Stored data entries

━━━━━━

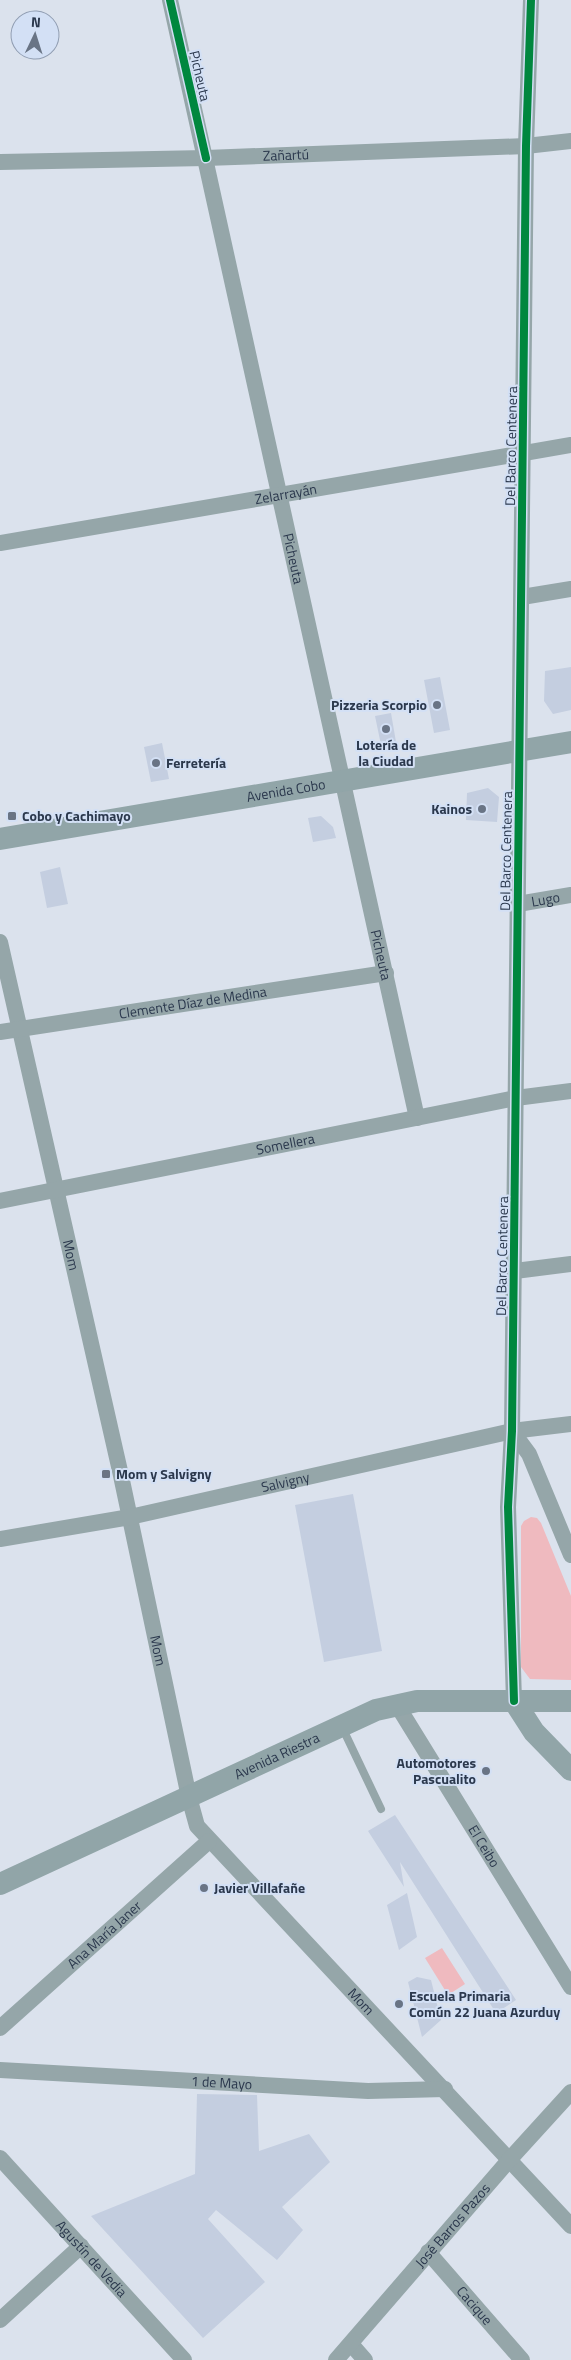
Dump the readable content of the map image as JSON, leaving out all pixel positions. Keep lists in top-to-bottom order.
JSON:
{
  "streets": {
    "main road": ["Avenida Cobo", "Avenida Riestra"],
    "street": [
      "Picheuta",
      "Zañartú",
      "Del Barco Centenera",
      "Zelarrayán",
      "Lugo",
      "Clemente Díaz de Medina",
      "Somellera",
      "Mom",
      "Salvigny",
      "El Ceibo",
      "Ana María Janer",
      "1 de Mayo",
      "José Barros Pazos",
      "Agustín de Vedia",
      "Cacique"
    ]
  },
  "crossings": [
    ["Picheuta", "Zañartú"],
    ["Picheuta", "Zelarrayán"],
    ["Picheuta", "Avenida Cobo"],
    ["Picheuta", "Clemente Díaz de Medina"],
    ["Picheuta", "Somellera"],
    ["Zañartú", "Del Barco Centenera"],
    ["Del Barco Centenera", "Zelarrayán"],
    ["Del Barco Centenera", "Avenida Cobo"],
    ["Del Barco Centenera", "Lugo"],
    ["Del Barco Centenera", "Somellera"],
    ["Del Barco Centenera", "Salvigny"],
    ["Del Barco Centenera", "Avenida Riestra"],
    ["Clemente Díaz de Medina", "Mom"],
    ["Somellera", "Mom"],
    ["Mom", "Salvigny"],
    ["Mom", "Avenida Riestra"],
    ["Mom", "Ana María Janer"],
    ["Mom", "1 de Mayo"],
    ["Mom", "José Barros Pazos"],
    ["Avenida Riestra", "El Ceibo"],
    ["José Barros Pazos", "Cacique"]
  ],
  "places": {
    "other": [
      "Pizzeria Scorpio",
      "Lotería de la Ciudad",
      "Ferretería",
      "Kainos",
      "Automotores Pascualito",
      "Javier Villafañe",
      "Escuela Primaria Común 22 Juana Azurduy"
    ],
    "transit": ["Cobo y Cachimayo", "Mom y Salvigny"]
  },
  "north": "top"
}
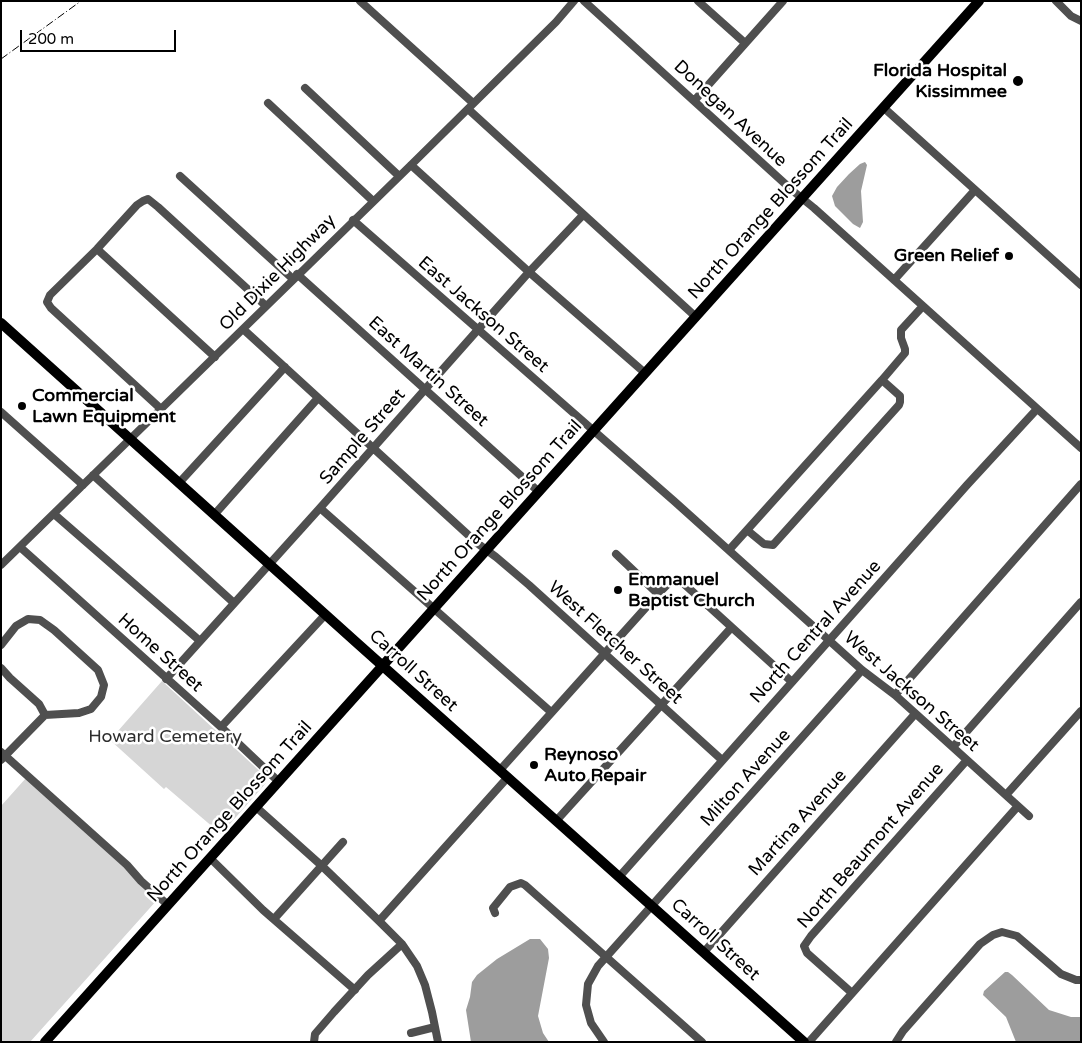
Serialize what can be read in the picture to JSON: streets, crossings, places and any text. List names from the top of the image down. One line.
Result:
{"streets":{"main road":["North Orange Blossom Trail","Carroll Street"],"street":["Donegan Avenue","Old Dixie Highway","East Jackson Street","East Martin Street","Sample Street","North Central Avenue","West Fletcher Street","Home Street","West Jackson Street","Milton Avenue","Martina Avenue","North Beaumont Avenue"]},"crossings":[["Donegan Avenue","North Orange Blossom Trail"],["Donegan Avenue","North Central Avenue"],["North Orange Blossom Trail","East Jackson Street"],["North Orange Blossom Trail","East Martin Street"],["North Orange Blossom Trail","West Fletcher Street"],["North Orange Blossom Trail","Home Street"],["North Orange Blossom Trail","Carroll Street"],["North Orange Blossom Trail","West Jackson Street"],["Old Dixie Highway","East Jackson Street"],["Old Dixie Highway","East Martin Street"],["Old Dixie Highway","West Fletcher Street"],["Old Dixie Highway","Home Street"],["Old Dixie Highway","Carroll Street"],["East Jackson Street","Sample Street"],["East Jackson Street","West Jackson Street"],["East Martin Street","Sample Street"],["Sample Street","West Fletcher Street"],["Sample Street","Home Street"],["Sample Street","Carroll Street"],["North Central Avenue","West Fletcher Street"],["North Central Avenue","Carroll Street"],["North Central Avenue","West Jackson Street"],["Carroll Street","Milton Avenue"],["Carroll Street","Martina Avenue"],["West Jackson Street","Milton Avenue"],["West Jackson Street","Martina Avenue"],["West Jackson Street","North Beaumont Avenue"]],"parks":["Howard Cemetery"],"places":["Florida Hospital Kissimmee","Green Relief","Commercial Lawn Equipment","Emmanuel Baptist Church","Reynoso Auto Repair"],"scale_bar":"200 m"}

━━━━━━

• _Work request_
Set the records down again exactly, with no pictures.

• _Result of this exercise_
Dump the readable content of the map image as JSON, leaving out all pixel positions. Keep lists in top-to-bottom order.
JSON:
{
  "streets": {
    "main road": ["Avenida Cobo", "Avenida Riestra"],
    "street": [
      "Picheuta",
      "Zañartú",
      "Del Barco Centenera",
      "Zelarrayán",
      "Lugo",
      "Clemente Díaz de Medina",
      "Somellera",
      "Mom",
      "Salvigny",
      "El Ceibo",
      "Ana María Janer",
      "1 de Mayo",
      "José Barros Pazos",
      "Agustín de Vedia",
      "Cacique"
    ]
  },
  "crossings": [
    ["Picheuta", "Zañartú"],
    ["Picheuta", "Zelarrayán"],
    ["Picheuta", "Avenida Cobo"],
    ["Picheuta", "Clemente Díaz de Medina"],
    ["Picheuta", "Somellera"],
    ["Zañartú", "Del Barco Centenera"],
    ["Del Barco Centenera", "Zelarrayán"],
    ["Del Barco Centenera", "Avenida Cobo"],
    ["Del Barco Centenera", "Lugo"],
    ["Del Barco Centenera", "Somellera"],
    ["Del Barco Centenera", "Salvigny"],
    ["Del Barco Centenera", "Avenida Riestra"],
    ["Clemente Díaz de Medina", "Mom"],
    ["Somellera", "Mom"],
    ["Mom", "Salvigny"],
    ["Mom", "Avenida Riestra"],
    ["Mom", "Ana María Janer"],
    ["Mom", "1 de Mayo"],
    ["Mom", "José Barros Pazos"],
    ["Avenida Riestra", "El Ceibo"],
    ["José Barros Pazos", "Cacique"]
  ],
  "places": {
    "other": [
      "Pizzeria Scorpio",
      "Lotería de la Ciudad",
      "Ferretería",
      "Kainos",
      "Automotores Pascualito",
      "Javier Villafañe",
      "Escuela Primaria Común 22 Juana Azurduy"
    ],
    "transit": ["Cobo y Cachimayo", "Mom y Salvigny"]
  },
  "north": "top"
}
Serialize what can be read in the picture to JSON: streets, crossings, places and any text. List names from the top of the image down. One line.
Result:
{"streets":{"main road":["North Orange Blossom Trail","Carroll Street"],"street":["Donegan Avenue","Old Dixie Highway","East Jackson Street","East Martin Street","Sample Street","North Central Avenue","West Fletcher Street","Home Street","West Jackson Street","Milton Avenue","Martina Avenue","North Beaumont Avenue"]},"crossings":[["Donegan Avenue","North Orange Blossom Trail"],["Donegan Avenue","North Central Avenue"],["North Orange Blossom Trail","East Jackson Street"],["North Orange Blossom Trail","East Martin Street"],["North Orange Blossom Trail","West Fletcher Street"],["North Orange Blossom Trail","Home Street"],["North Orange Blossom Trail","Carroll Street"],["North Orange Blossom Trail","West Jackson Street"],["Old Dixie Highway","East Jackson Street"],["Old Dixie Highway","East Martin Street"],["Old Dixie Highway","West Fletcher Street"],["Old Dixie Highway","Home Street"],["Old Dixie Highway","Carroll Street"],["East Jackson Street","Sample Street"],["East Jackson Street","West Jackson Street"],["East Martin Street","Sample Street"],["Sample Street","West Fletcher Street"],["Sample Street","Home Street"],["Sample Street","Carroll Street"],["North Central Avenue","West Fletcher Street"],["North Central Avenue","Carroll Street"],["North Central Avenue","West Jackson Street"],["Carroll Street","Milton Avenue"],["Carroll Street","Martina Avenue"],["West Jackson Street","Milton Avenue"],["West Jackson Street","Martina Avenue"],["West Jackson Street","North Beaumont Avenue"]],"parks":["Howard Cemetery"],"places":["Florida Hospital Kissimmee","Green Relief","Commercial Lawn Equipment","Emmanuel Baptist Church","Reynoso Auto Repair"],"scale_bar":"200 m"}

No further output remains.